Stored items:
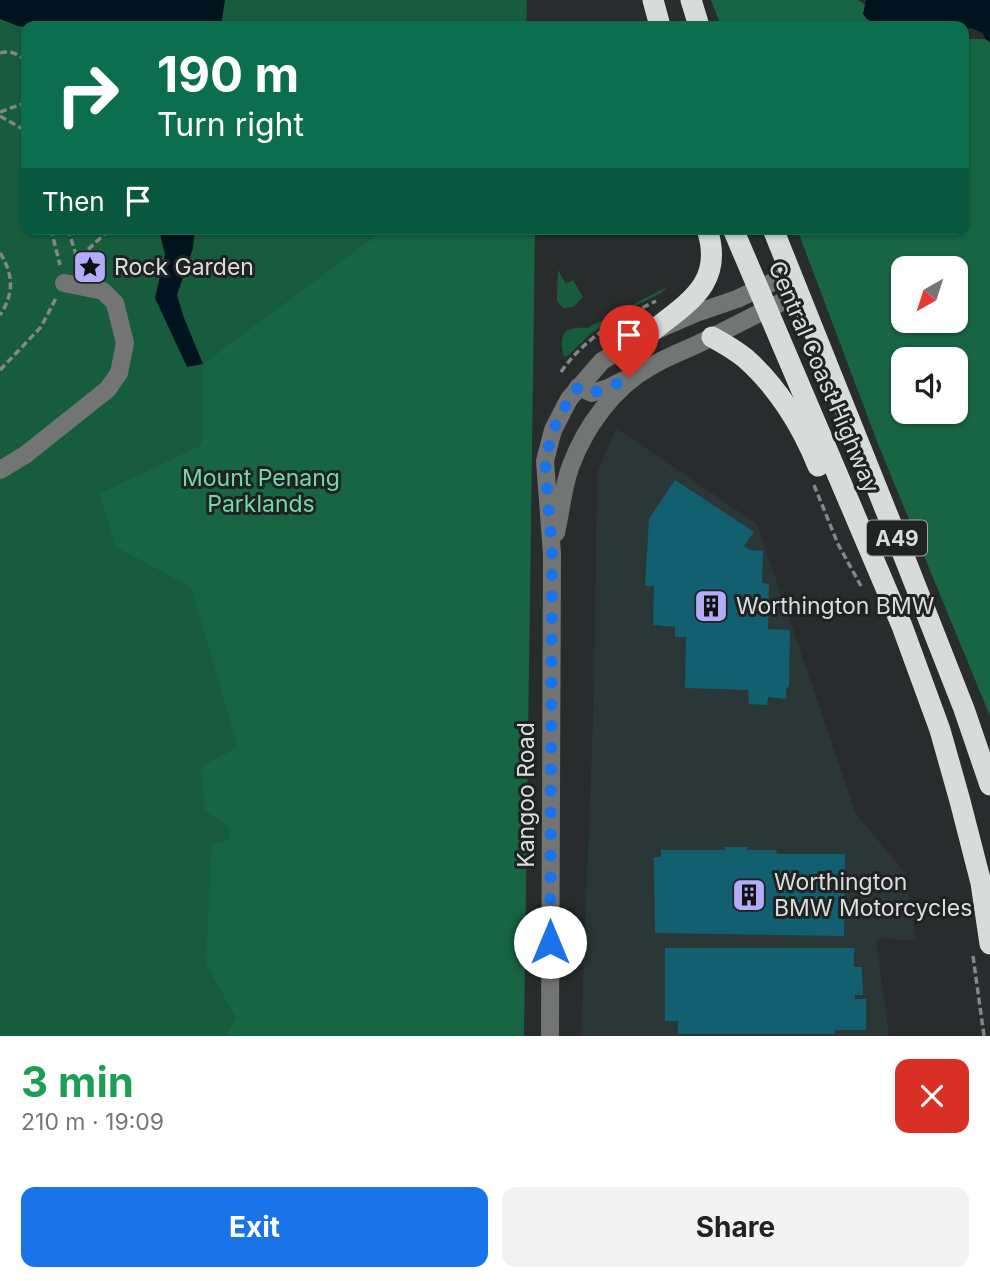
<!DOCTYPE html>
<meta charset="utf-8">
<style>
:root{--surface:#fff;--page:#f2f2f2;--text:#222;--muted:#767676;--accent:#1a73e8}
body{margin:0;font-family:Inter,sans-serif;background:var(--page);color:var(--text);height:100vh;display:flex;flex-direction:column;font-size:26px;white-space:nowrap}
*{box-sizing:border-box;margin:0}
p{font-size:23px;color:var(--muted)}
.icon{flex:none;width:38px;height:38px;fill:none;stroke:currentColor;stroke-width:2;stroke-linecap:round;stroke-linejoin:round}
.map{position:relative;height:1036px;overflow:hidden}
.drawer{display:flex;flex-direction:column;background:var(--surface);flex:1}
.drawer>*{flex:none}
.hud{position:absolute;left:21px;top:21px;width:948px;height:214px;border-radius:14px;box-shadow:0 2px 5px #0004;background:#0b6e4f;color:#fff;overflow:hidden}
.needle{width:46px;rotate:219deg}
.buttons{position:absolute;left:891px;top:256px;display:grid;gap:14px}
.buttons a{display:grid;place-items:center;width:77px;height:77px;border-radius:14px;background:var(--surface);box-shadow:0 2px 5px #0004;font-size:35px}
.pin{position:absolute;display:grid;place-items:center;width:60px;height:60px;color:#fff;margin:-72px -30px;border-radius:50% 50% 50% 0;rotate:-45deg;box-shadow:0 0 7px #0007}
.pin .icon{rotate:45deg}
.me{position:absolute;width:77px;margin:-38px;rotate:0deg;stroke-linejoin:round;filter:drop-shadow(0 0 5px #0008)}
.turn{display:flex;align-items:center;gap:24px;height:147px;padding:0 21px;font-size:32px}
.turn .icon{width:91px;height:91px;stroke-width:2.5}
.turn b{display:block;font-size:49px;line-height:60px}
.then{display:flex;align-items:center;height:66px;padding:0 21px;background:#0003;gap:14px;font-size:26px}
.round{display:grid;place-items:center;flex:none;width:74px;height:74px;border-radius:14px;background:var(--page)}
.headline{display:flex;align-items:center;justify-content:space-between;height:119px;padding:0 21px}
h1{font-size:42px;font-weight:700;line-height:52px;color:#1e9e55}
.cta{display:flex;gap:14px;margin-top:auto;padding:14px 21px}
.cta a{flex:1;height:80px;border-radius:14px;background:var(--accent);color:#fff;font-size:28px;font-weight:700;line-height:80px;text-align:center}
.cta a+a{background:var(--page);color:var(--text)}
.map>svg:first-child{display:block}
.built{fill:#2b3636}
.green{fill:#175d3d}
.forest{fill:#186543;fill-rule:evenodd}
.water{fill:#00131e}
.building{fill:#12606f}
.lines{fill:none;stroke-linecap:round;stroke-linejoin:round}
.path{stroke:#838686;stroke-width:3.5;stroke-dasharray:7 3.5;stroke-linecap:butt}
.minor{stroke:#737574;stroke-width:18}
.highway{stroke:#d7dbda;stroke-width:21}
.route{stroke:#1a73e8;stroke-width:12;stroke-dasharray:0 21.6}
.labels{text-anchor:middle;dominant-baseline:central;stroke-width:6;stroke-linejoin:round;paint-order:stroke}
.shield{fill:#202323;stroke:#a3a5a5;stroke-width:2}
.shield-label{font-size:21px;font-weight:bold;fill:#dbdddd}
.poi-label{font-size:23px;fill:#dbdddd;stroke:#202323;text-anchor:start}
.street-label{font-size:23px;fill:#dbdddd;stroke:#202323}
.park-label{font-size:23px;fill:#72d8a4;stroke:#202323}
</style>
<div class="map">
<svg width="990" height="1036" viewBox="0 0 990 1036">
<rect width="100%" height="100%" fill="#292c2c"/>
<path class="built" d="M616,428L757,524L856,814L906,874L916,940L876,939L889,1036H581L594,694L597,474Z"/>
<g class="green">
<path d="M0,0H527L526,26H26V229H525L497,1036H0Z"/>
<path d="M558,270L566,284L573,280L583,297L573,307L563,308L557,301Z"/>
<path d="M667,287L661,293L629,309L590,334L570,354L564,357C558,334 564,326 587,328Z"/>
</g>
<g class="forest">
<path d="M711,0H858L899,26H721Z"/>
<path d="M964,39H990V716L878,444L797,229H964ZM903,268H956V320H903ZM903,359H956V411H903Z"/>
<path d="M385,229H535L524,1036H226L236,1018L206,963L212,845L229,840V827L205,810L201,767L238,747L191,587L116,547L99,494L202,445L203,364Z"/>
</g>
<g class="water">
<path d="M0,0H225L221,26L26,27L18,26L0,19Z"/>
<path d="M866,0H990V42L985,39L983,33L971,28L964,29V26H878L867,19L863,14Z"/>
<path d="M159,229H195L193,248L177,295L184,318L203,364L187,367L155,298L165,255Z"/>
</g>
<g class="building">
<path d="M675,480L754,532L744,546L750,550L763,551L762,583L769,584L768,629L790,630L789,686L786,689V699L768,697L767,705L749,704L748,690L685,688L686,637H675V627L653,625L654,586H645L649,519Z"/>
<path d="M725,847H747V850H776L777,854H845L844,936L655,933L654,857H661V850H725Z"/>
<path d="M665,948H854V967H862L863,995H855V999H866V1030H835V1034H678V1021H665Z"/>
</g>
<g class="lines">
<g class="path">
<path d="M0,53C10,50 21,54 26,63"/>
<path d="M0,112L25,103L26,93"/>
<path d="M0,116L26,131"/>
<path d="M51,229L60,265"/>
<path d="M68,229L76,255L81,256L110,229"/>
<path d="M0,253C14,275 14,294 0,315"/>
<path d="M0,370L41,327L56,298"/>
<path d="M561,372C585,337 619,319 656,301"/>
<path d="M814,485L838,544L861,586"/>
<path d="M973,956L984,1036"/>
</g>
<g class="minor">
<path d="M578,387L592,393L608,388L624,380"/>
<path d="M0,470L25,455L108,389L119,373L125,343L115,303L103,291L64,283"/>
<path d="M556,533C561,511 563,486 571,465C586,426 613,388 650,367C668,356 689,349 708,339C738,324 768,308 799,294"/>
<path d="M550,1036L552,554L545,461L553,430L569,399L602,361L650,333L696,313L737,299L790,274"/>
</g>
<g class="highway">
<path d="M653,0L660,26"/>
<path d="M691,0L699,26"/>
<path d="M733,229L902,626L940,730L960,801L981,883L990,944"/>
<path d="M773,229L894,531L964,709L990,785"/>
<path d="M650,333C687,303 725,284 707,229"/>
<path d="M712,337C723,343 735,350 745,358C777,386 802,426 818,466"/>
</g>
</g>
<g class="lines">
<path class="route" d="M550,942L552,554L545,461L553,430L569,399L578,387L592,393L608,388L629,377"/>
</g>
<defs>
<g id="sight-square" transform="scale(1.75)"><rect x="-9" y="-9" width="18" height="18" rx="4" fill="#b3adf9" stroke="#202323"/><path d="M0-6L1.8-2.2L6-1.7L2.9 1.2L3.7 5.4L0 3.3L-3.7 5.4L-2.9 1.2L-6-1.7L-1.8-2.2Z" fill="#111"/></g>
<g id="building-square" transform="scale(1.75)"><rect x="-9" y="-9" width="18" height="18" rx="4" fill="#b3adf9" stroke="#202323"/><path d="M-4-6H4V6H1V3H-1V6H-4ZM-2.5-4.3h1.7v1.8h-1.7ZM.8-4.3h1.7v1.8H.8ZM-2.5-1h1.7V.8h-1.7ZM.8-1h1.7V.8H.8Z" fill="#111"/></g>
</defs>
<g fill-rule="evenodd">
<use href="#sight-square" x="90" y="267"/>
<use href="#building-square" x="711" y="606"/>
<use href="#building-square" x="749" y="895"/>
</g>
<g class="labels">
<rect class="shield" x="867" y="520.5" width="60" height="35" rx="5"/>
<g class="shield-label">
<text x="897" y="538">A49</text>
</g>
<g class="poi-label">
<text x="114" y="267">Rock Garden</text>
<text x="736" y="606">Worthington BMW</text>
<text x="774" y="882">Worthington<tspan x="774" dy="26">BMW Motorcycles</tspan></text>
</g>
<g class="street-label">
<text transform="translate(824 377) rotate(67)">Central Coast Highway</text>
<text transform="translate(526 795) rotate(-90)">Kangoo Road</text>
</g>
<g class="park-label">
<text x="261" y="478">Mount Penang<tspan x="261" dy="26">Parklands</tspan></text>
</g>
</g>
</svg>
<div class="buttons">
<a><svg class="needle" viewBox="-14 -14 28 28"><path d="M0-13l5 13h-10z" fill="#e53935"/><path d="M0 13l5-13h-10z" fill="#767676"/></svg></a>
<a><svg class="icon" aria-label="sound" viewBox="0 0 24 24"><path d="M4 9h4l5-4v14l-5-4H4zM17 9q2 3 0 6"/></svg></a>
</div>
<div class="pin" style="left:629px;top:377px;background:#d93025"><svg class="icon" aria-label="arrive" viewBox="0 0 24 24"><path d="M6 21V4h12l-3 4 3 4H6"/></svg></div>
<svg class="me" style="left:550px;top:942px" viewBox="-20 -20 40 40"><circle r="19" fill="#fff"/><path d="M0-13L10 11 0 6-10 11z" fill="#1a73e8"/></svg>
<div class="hud">
<div class="turn"><svg class="icon" aria-label="right" viewBox="0 0 24 24"><path d="M7 20v-9h11M14 6l5 5-5 5"/></svg><div><b>190 m</b>Turn right</div></div>
<div class="then">Then<svg class="icon" aria-label="arrive" viewBox="0 0 24 24"><path d="M6 21V4h12l-3 4 3 4H6"/></svg></div>
</div>
</div>
<section class="drawer">
<div class="headline"><div><h1>3 min</h1><p>210 m · 19:09</p></div><a class="round" style="background:#d93025;color:#fff"><svg class="icon" aria-label="close" viewBox="0 0 24 24"><path d="M6 6l12 12M18 6L6 18"/></svg></a></div>
<div class="cta"><a>Exit</a><a>Share</a></div>
</section>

#### Activity
Please count the lines of the entries above that include "display" and give only the total.

#### Exercise response
12